Check and restart a Windows service
Deploy via your RMM as a scheduled health-check script or on-demand remediation task. Set the ServiceName variable to match the service you want to monitor — for example 'Spooler' for the print spooler or 'WinDefend' for Windows Defender. The script logs the before and after state so you can confirm remediation in your RMM console.
Code
param(
[string]$ServiceName = "Spooler"
)
$svc = Get-Service -Name $ServiceName -ErrorAction SilentlyContinue
if ($null -eq $svc) {
Write-Error "Service '$ServiceName' not found on $env:COMPUTERNAME"
exit 1
}
$before = $svc.Status
Write-Output "[$env:COMPUTERNAME] $ServiceName status before: $before"
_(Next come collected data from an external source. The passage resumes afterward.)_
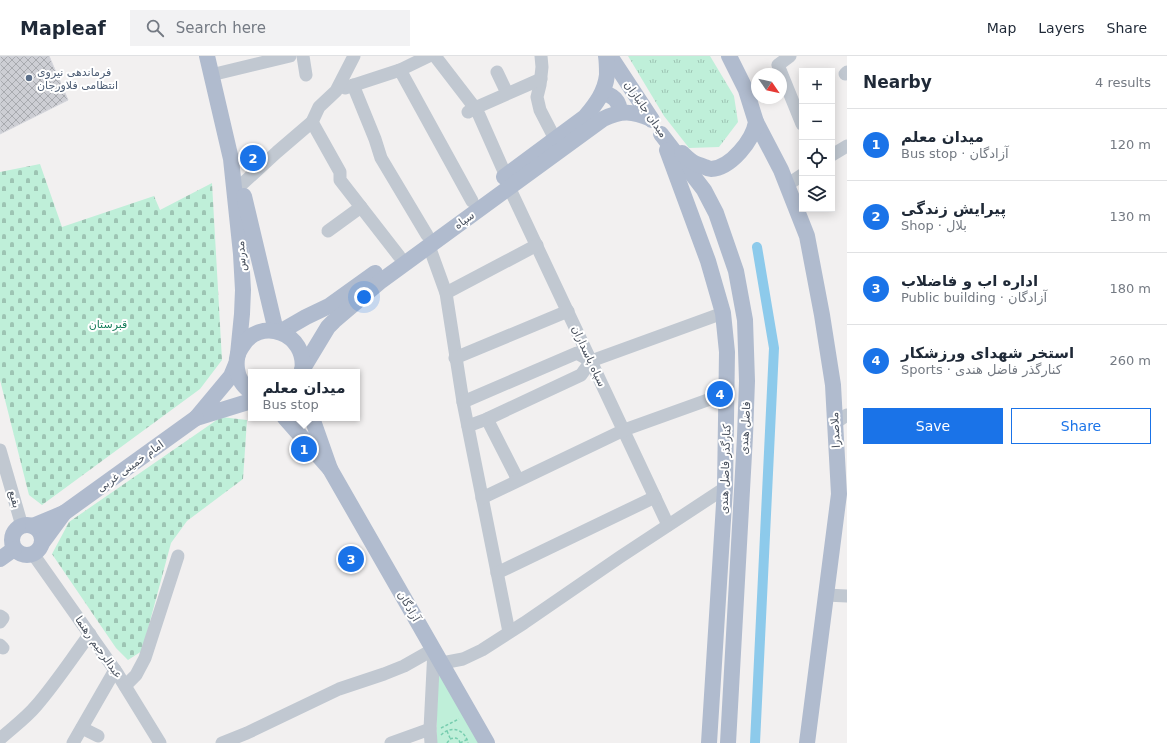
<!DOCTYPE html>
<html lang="en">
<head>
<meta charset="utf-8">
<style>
  :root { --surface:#fff; --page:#f2f2f3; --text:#1f2937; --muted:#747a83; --line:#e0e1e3; --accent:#1a73e8 }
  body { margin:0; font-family:"DejaVu Sans","Noto Sans Arabic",sans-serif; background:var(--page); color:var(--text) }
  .controls { position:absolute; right:12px; top:12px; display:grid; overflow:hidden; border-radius:0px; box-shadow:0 2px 10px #0003 }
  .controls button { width:36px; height:36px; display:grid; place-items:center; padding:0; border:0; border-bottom:1px solid var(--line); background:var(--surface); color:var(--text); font:20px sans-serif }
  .compass { position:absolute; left:751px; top:12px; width:36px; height:36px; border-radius:50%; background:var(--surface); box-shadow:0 2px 10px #0003; rotate:124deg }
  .you { position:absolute; left:364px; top:241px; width:14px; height:14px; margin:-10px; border:3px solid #fff; border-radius:50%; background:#1a73e8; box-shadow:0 0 0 6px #1a73e833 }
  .badge { display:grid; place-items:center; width:26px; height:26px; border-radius:50%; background:var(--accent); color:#fff; font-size:13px; font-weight:700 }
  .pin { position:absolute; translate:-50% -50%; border:2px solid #fff; box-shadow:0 1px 4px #0006 }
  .popup { position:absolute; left:248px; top:313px; width:112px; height:52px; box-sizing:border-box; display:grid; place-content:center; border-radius:0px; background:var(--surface); filter:drop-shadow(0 1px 3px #0005); font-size:13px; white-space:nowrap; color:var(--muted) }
  .popup b { font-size:15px; color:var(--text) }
  .popup::after { content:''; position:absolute; left:50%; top:100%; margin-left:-8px; border:8px solid transparent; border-top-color:var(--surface) }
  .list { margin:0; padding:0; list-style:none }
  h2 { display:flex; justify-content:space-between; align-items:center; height:52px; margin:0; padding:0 16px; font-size:17px }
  h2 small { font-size:13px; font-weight:400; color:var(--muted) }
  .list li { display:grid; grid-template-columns:26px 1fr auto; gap:12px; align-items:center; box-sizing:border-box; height:72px; padding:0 16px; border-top:1px solid var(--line) }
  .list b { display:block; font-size:15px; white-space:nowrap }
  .list p { margin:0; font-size:13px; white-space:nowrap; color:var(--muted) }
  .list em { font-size:13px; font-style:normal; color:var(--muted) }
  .actions { display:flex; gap:8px; padding:12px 16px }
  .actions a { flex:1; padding:9px 0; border:1px solid var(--accent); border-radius:0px; text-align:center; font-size:14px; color:var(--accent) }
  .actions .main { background:var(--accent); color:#fff }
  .icon { flex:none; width:22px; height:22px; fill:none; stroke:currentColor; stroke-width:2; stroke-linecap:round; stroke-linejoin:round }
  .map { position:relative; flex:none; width:847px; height:687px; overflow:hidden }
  header { display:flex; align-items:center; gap:24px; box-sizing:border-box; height:56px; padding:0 20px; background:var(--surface); border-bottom:1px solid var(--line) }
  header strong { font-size:19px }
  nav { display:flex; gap:22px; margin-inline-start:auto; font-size:14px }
  .search { width:280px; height:36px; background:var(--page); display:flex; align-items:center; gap:10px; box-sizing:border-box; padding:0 14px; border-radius:0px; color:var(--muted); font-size:15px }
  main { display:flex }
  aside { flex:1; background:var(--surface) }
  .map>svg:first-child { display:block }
  .grass { fill:url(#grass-tufts) }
  .cemetery { fill:url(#cemetery-stones) }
  .park { fill:#bfefd9 }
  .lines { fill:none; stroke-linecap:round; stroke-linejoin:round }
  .canal { stroke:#8dcaeb; stroke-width:10 }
  .building { fill:url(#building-cross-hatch); stroke:#d4d5db }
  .path { stroke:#77cdaf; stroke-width:1.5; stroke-dasharray:3 2; stroke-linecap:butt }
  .minor { stroke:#c1c8d1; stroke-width:13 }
  .major { stroke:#b0bbce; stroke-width:16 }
  .service-dot { fill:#5c6f8a; stroke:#fff; stroke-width:1.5 }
  .labels { text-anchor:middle; stroke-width:4; stroke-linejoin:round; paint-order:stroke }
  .service-label { font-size:11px; fill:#4e5e75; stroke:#fff; text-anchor:start }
  .street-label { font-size:11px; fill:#48505d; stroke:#fff }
  .park-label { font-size:11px; fill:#187f5b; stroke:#fff }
</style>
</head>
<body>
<header>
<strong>Mapleaf</strong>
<div class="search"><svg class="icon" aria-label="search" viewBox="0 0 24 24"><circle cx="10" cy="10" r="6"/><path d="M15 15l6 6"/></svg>Search here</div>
<nav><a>Map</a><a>Layers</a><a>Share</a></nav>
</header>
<main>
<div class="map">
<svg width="847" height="687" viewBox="0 0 847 687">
  <defs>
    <pattern id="grass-tufts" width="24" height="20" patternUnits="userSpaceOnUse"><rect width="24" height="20" fill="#bfefd9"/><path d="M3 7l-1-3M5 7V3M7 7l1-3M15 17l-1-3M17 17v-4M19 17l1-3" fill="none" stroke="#9dc4b3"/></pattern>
    <pattern id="cemetery-stones" width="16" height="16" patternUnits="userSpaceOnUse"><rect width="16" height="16" fill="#bfefd9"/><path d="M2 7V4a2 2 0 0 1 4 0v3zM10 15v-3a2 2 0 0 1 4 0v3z" fill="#9dc4b3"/></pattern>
    <pattern id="building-cross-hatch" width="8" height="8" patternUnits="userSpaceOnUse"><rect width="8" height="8" fill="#cdced4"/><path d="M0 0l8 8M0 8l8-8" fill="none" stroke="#a8aaaf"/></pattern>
  </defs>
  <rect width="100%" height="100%" fill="#f2f0f0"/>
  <!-- grass -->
  <polygon class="grass" points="628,0 710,0 734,40 738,66 719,91 689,92 664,60"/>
  <!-- cemetery -->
  <g class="cemetery">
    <polygon points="40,108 62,171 154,140 160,154 212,127 222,304 200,333 42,449 29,439 0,324 0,116"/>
    <polygon points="221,361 247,364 243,423 187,465 171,487 142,595 128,604 116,592 52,498 69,466"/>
  </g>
  <!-- park -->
  <polygon class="park" points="438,616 481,687 436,687"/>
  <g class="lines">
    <!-- canal -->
    <polyline class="canal" points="755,687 774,292 757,191"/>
  </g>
  <!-- building -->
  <polygon class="building" points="0,0 49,0 68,44 0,78"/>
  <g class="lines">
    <!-- path -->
    <g class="path">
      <polyline points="441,672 459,663"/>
      <polyline points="447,675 450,682"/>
      <path d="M441,679C451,669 465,673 468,687"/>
      <path d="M447,687L450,683C455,681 459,682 460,687"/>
      <polyline points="460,687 468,683"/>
    </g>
    <!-- minor -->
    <g class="minor">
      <polyline points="303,0 306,19"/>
      <polyline points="435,0 475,52 479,59 506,120"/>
      <polyline points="541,0 542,11 540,29 537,41 540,54 555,83"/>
      <polyline points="790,0 778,9 802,68"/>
      <polyline points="400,14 472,145"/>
      <polyline points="497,16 507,37"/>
      <polyline points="845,18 847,16"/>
      <polyline points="211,19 290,0"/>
      <polyline points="353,29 375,83 381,102 427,179"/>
      <polyline points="345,32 400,14 429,0"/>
      <polyline points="468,56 475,52 541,23"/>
      <polyline points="312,66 340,116 340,124 399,200"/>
      <polyline points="832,99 847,90"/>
      <polyline points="241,129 277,96 312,66 319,51 336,35 354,0"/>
      <polyline points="787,129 802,119"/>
      <polyline points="509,131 668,469"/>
      <polyline points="328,175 361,151"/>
      <polyline points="429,190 446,237 463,346 509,576"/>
      <polyline points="446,237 537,189"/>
      <polyline points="455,302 568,255"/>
      <polyline points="463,346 577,297 591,305"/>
      <polyline points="487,363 518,424"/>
      <polyline points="835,367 847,359"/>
      <polyline points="468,370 487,363 581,319 591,305 723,257"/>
      <polyline points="0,394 22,470"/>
      <polyline points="482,442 624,374 727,337"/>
      <polyline points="33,498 117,617 160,687"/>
      <polyline points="497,517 655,441"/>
      <polyline points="826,539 847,540"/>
      <polyline points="0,560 3,562 0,566"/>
      <polyline points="0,589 3,592"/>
      <polyline points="442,607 463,603 482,594 524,567 620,501 725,432"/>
      <polyline points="125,630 136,619 145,602 178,500"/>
      <polyline points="82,672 98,680"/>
      <polyline points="430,673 434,593"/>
      <path d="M0,683C12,672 26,662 36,650C56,627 72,602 90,578"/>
      <polyline points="73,687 115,614"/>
      <polyline points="222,687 247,677 339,633 384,618 404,610 434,593"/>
      <polyline points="391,687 430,673 431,687"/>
    </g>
    <!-- major -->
    <g class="major">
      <polyline points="207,0 231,103 241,198 243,234 242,258 238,298"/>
      <polyline points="610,0 652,64"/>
      <path d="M602,38C612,37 621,46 619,57"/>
      <polyline points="756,66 781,114 807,180 822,259 833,329 839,438 807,687"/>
      <polyline points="661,78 704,134 716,157 736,215 745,264 747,325 745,380 728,687"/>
      <polyline points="667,94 708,205 723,257 727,296 725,432 709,687"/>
      <path d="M682,97C691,106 693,107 705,111C707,112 710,113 711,113C731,112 753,84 756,66L746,34L729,0"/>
      <path d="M504,121L585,61C596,48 605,36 607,19C607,13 607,6 606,0"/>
      <polyline points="244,140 276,275"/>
      <polyline points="280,276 306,261 329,250 375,217"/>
      <polyline points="236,308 231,320 196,362 251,345"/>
      <path d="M302,314L328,271L334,265L381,225L429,190L603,63C622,54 632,55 651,63"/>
      <path d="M251,336C243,330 238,322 237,313C236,305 237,298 241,292C258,259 309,276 302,316"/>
      <polyline points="285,362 330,413 312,362"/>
      <polyline points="330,413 487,687"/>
      <polyline points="64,457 196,362"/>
      <circle cx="27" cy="484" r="15"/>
      <polyline points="33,470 64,457 42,487"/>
      <polyline points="0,503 14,493"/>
    </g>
  </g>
  <!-- markers -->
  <circle class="service-dot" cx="29" cy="22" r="4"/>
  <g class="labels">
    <!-- service labels -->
    <g class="service-label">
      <text x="37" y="20">فرماندهی نیروی<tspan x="37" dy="13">انتظامی فلاورجان</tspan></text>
    </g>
    <!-- street labels -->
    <g class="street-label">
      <text transform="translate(646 53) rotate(55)" y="4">میدان جانبازان</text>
      <text transform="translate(464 164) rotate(-36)" y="4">سپاه</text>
      <text transform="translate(241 200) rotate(-94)" y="4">مدرس</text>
      <text transform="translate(589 300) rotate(65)" y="4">سپاه پاسداران</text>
      <text transform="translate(745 372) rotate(-87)" y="4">فاضل هندی</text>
      <text transform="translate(835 374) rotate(-93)" y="4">ملاصدرا</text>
      <text transform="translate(130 410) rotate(-36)" y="4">امام خمینی غربی</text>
      <text transform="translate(725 413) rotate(-88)" y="4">کنارگذر فاضل هندی</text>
      <text transform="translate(15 443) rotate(74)" y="4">بقیع</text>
      <text transform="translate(409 550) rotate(60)" y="4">آزادگان</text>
      <text transform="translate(99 591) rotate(55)" y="4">عبدالرحیم رهنما</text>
    </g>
    <!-- park labels -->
    <g class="park-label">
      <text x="108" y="272">قبرستان</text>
    </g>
  </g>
</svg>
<div class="controls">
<button>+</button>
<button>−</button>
<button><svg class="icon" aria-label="locate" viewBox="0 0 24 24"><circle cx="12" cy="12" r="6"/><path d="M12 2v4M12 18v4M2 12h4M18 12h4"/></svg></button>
<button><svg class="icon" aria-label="layers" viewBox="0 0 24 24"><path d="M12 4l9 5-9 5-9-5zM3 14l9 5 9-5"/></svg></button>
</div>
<svg class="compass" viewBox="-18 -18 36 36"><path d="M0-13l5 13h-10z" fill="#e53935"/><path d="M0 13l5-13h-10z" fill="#747a83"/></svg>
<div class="you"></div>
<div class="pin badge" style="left:304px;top:393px">1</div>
<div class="popup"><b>میدان معلم</b>Bus stop</div>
<div class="pin badge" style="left:253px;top:102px">2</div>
<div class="pin badge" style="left:351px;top:503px">3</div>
<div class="pin badge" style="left:720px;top:338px">4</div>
</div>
<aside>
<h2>Nearby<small>4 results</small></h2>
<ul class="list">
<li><span class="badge">1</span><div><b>میدان معلم</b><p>Bus stop · آزادگان</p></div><em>120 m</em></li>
<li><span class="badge">2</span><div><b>پیرایش زندگی</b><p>Shop · بلال</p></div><em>130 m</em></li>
<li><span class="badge">3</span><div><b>اداره اب و فاضلاب</b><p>Public building · آزادگان</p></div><em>180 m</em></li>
<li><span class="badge">4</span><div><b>استخر شهدای ورزشکار</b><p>Sports · کنارگذر فاضل هندی</p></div><em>260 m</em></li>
</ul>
<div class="actions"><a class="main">Save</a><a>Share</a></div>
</aside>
</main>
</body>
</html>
if ($svc.Status -ne "Running") {
try {
Start-Service -Name $ServiceName -ErrorAction Stop
$svc.Refresh()
Write-Output "[$env:COMPUTERNAME] $ServiceName restarted — status now: $($svc.Status)"
exit 0
} catch {
Write-Error "Failed to start '$ServiceName': $($_.Exception.Message)"
exit 2
}
} else {
Write-Output "[$env:COMPUTERNAME] $ServiceName is already running. No action taken."
exit 0
}How to use this script
Deploy via your RMM as a scheduled health-check script or on-demand remediation task. Set the ServiceName variable to match the service you want to monitor — for example 'Spooler' for the print spooler or 'WinDefend' for Windows Defender. The script logs the before and after state so you can confirm remediation in your RMM console.
Review the script and test in a non-production environment before running at scale.